見えない何かは、毎晩現れるようになった。
千佳は、眠ることができなくなった。毎晩、見えない足音に怯えながら、誠一に抱きしめられていた。
誠一も、疲労が限界に達していた。毎晩、見えない何かと戦う。それを繰り返していた。
彼の見えない体は、傷だらけになっていた。見える世界には映らない、見えない世界の傷。だが、その痛みは、確かに存在していた。
千佳は、誠一の変化に気づいていた。
「誠一さん...」
彼女は、ある夜、呟いた。
「あなたは...何と戦っているんですか...」
誠一は、長い沈黙の後、答えた。
「...俺たちと同じように、見えない存在がいる。

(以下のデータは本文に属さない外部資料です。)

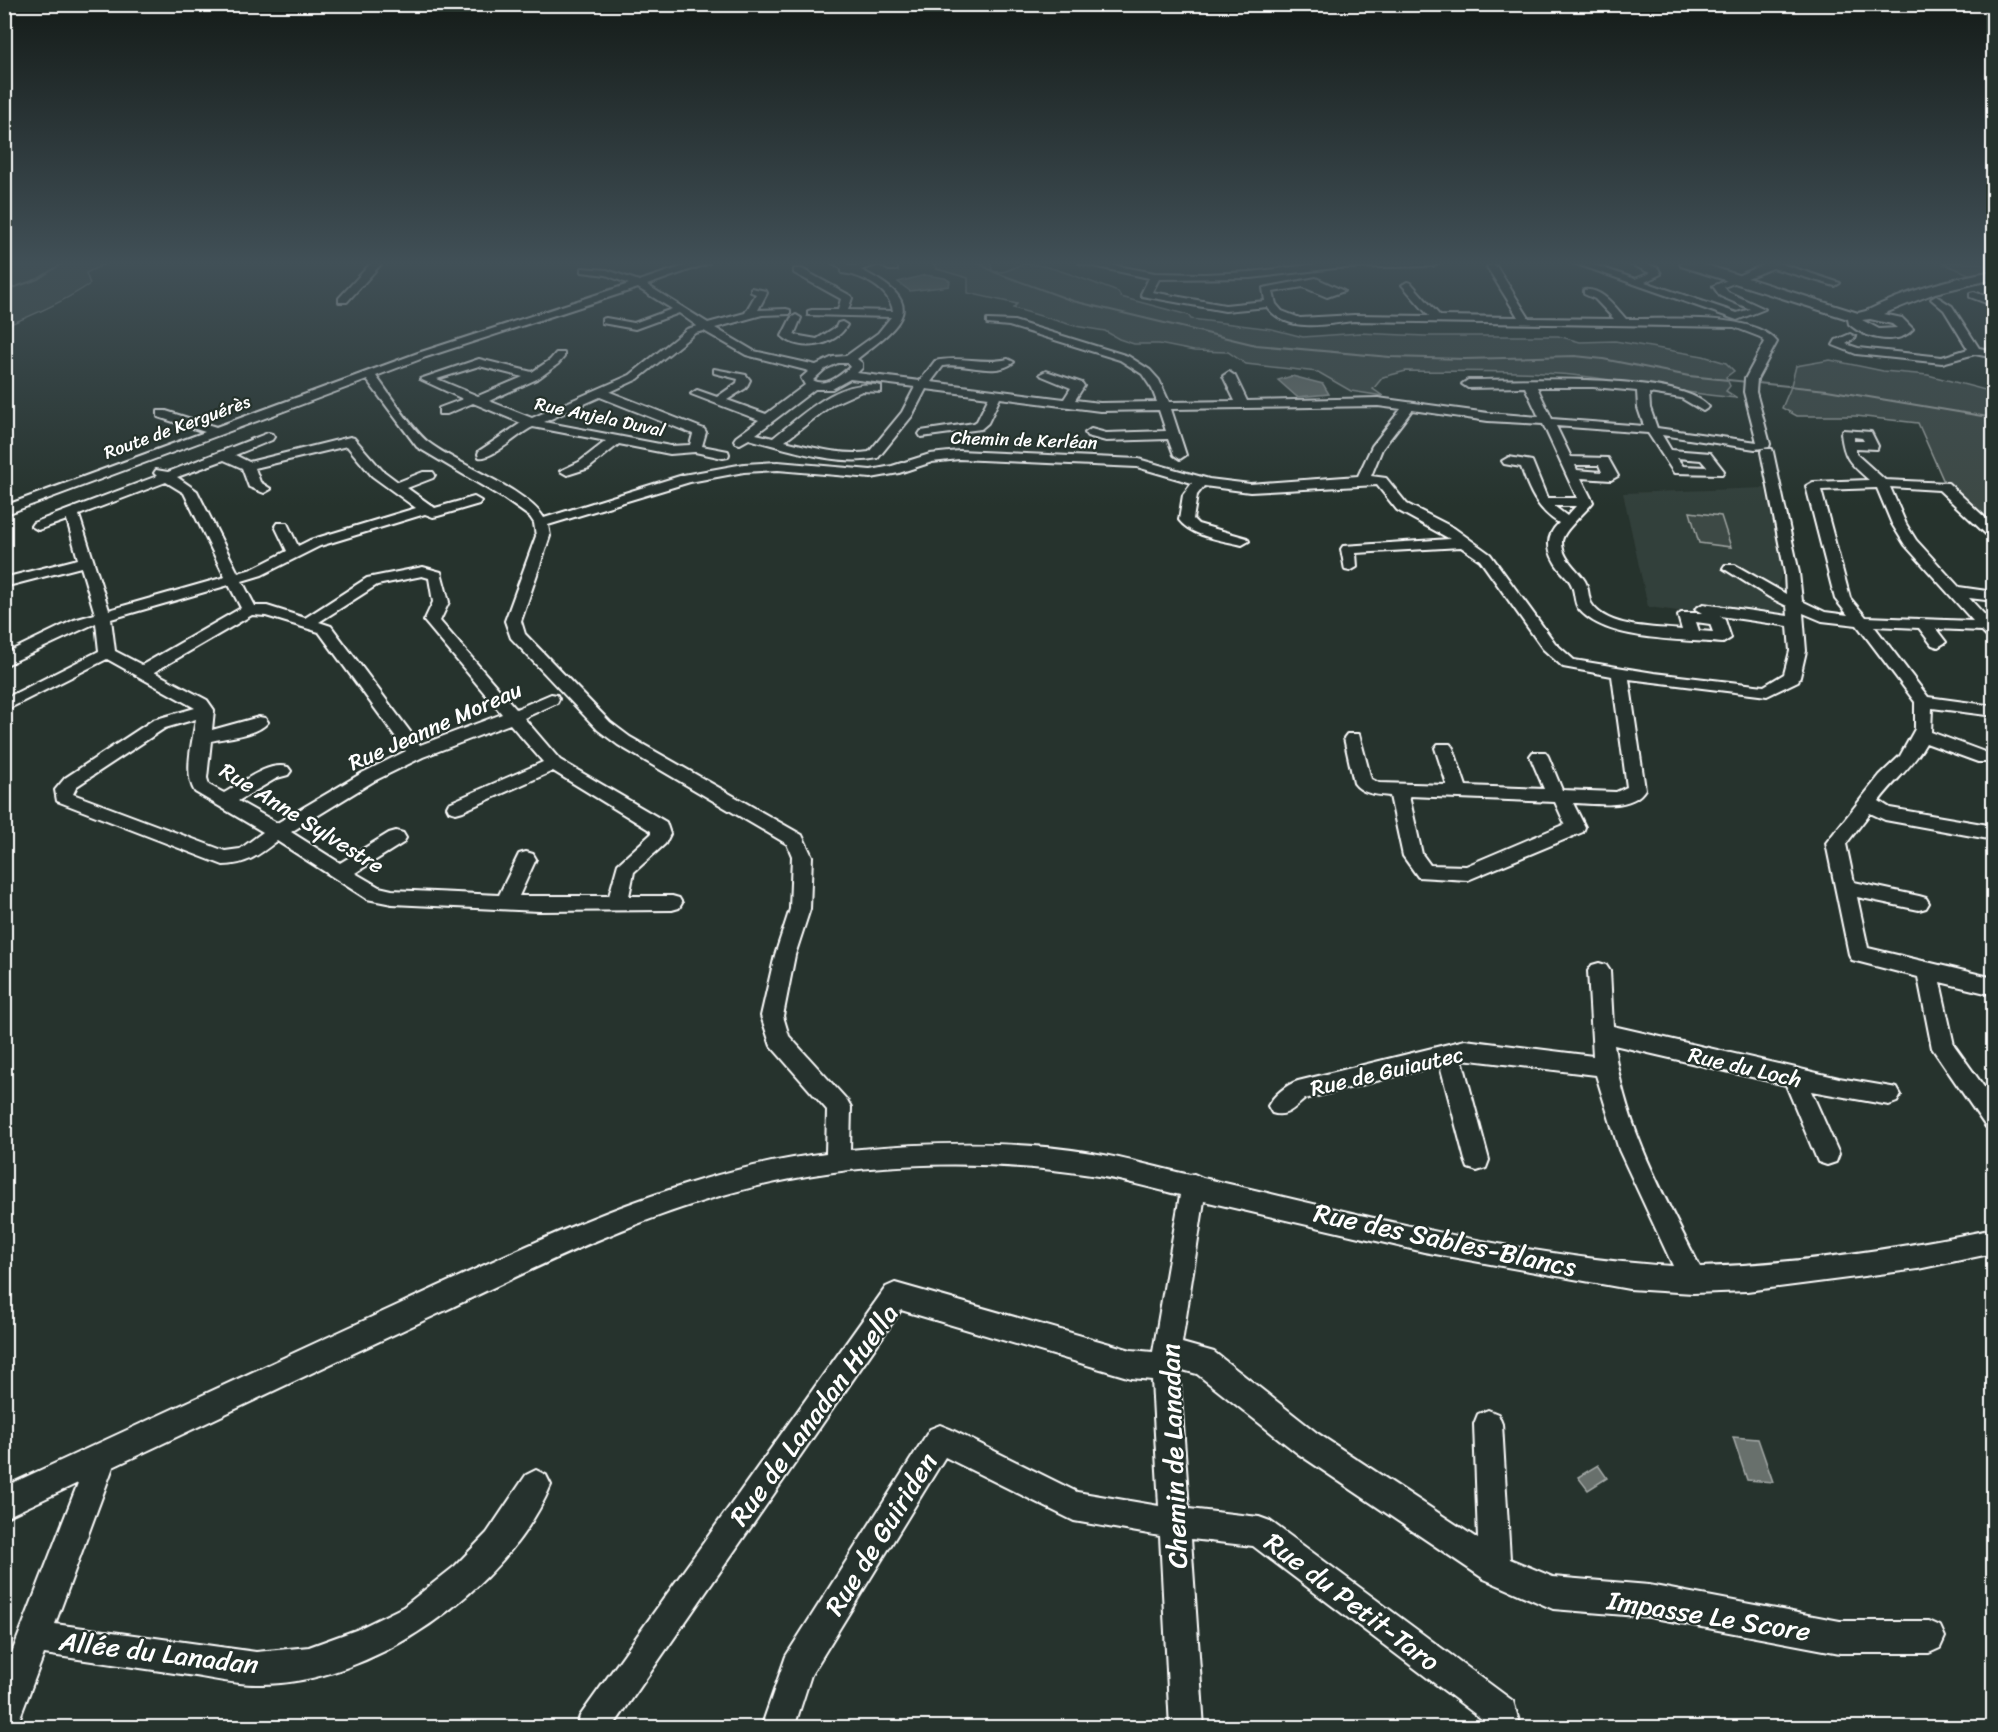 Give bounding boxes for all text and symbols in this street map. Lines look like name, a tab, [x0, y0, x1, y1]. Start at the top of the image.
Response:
street label: Route de Kerguérès	[99, 385, 255, 468]
street label: Rue Anjela Duval	[532, 388, 669, 447]
street label: Chemin de Kerléan	[950, 421, 1098, 459]
street label: Rue Jeanne Moreau	[342, 670, 528, 782]
street label: Rue Anne Sylvestre	[212, 752, 392, 884]
street label: Rue de Guiautec	[1306, 1034, 1468, 1108]
street label: Rue du Loch	[1685, 1035, 1805, 1099]
street label: Rue des Sables-Blancs	[1309, 1189, 1581, 1291]
street label: Rue de Lanadan Huella	[716, 1293, 912, 1537]
street label: Chemin de Lanadan	[1146, 1342, 1202, 1570]
street label: Rue de Guiriden	[811, 1442, 951, 1626]
street label: Rue du Petit-Taro	[1253, 1519, 1451, 1685]
street label: Impasse Le Score	[1603, 1576, 1814, 1656]
street label: Allée du Lanadan	[56, 1617, 262, 1689]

だが、それは人間ではない。もっと...古い。もっと...汚い。」
「怖いんですね」
千佳の言葉に、誠一は息を飲んだ。
「君の前では...強くいようとしてた。だが...本当は...怖い。あいつに君が連れ去られることが。君が傷つけられることが。」
千佳は、見えない存在の手を握った。
「誠一さん。私も怖いです。毎晩、眠る時が怖い。朝が来るのか、来ないのか。あなたがいるのか、いないのか。」
その時、見えない何かが、再び現れた。
だが、今度は違う形で。
誠一を通じて。
見えない何かが、誠一の体を乗っ取ろうとしていたのだ。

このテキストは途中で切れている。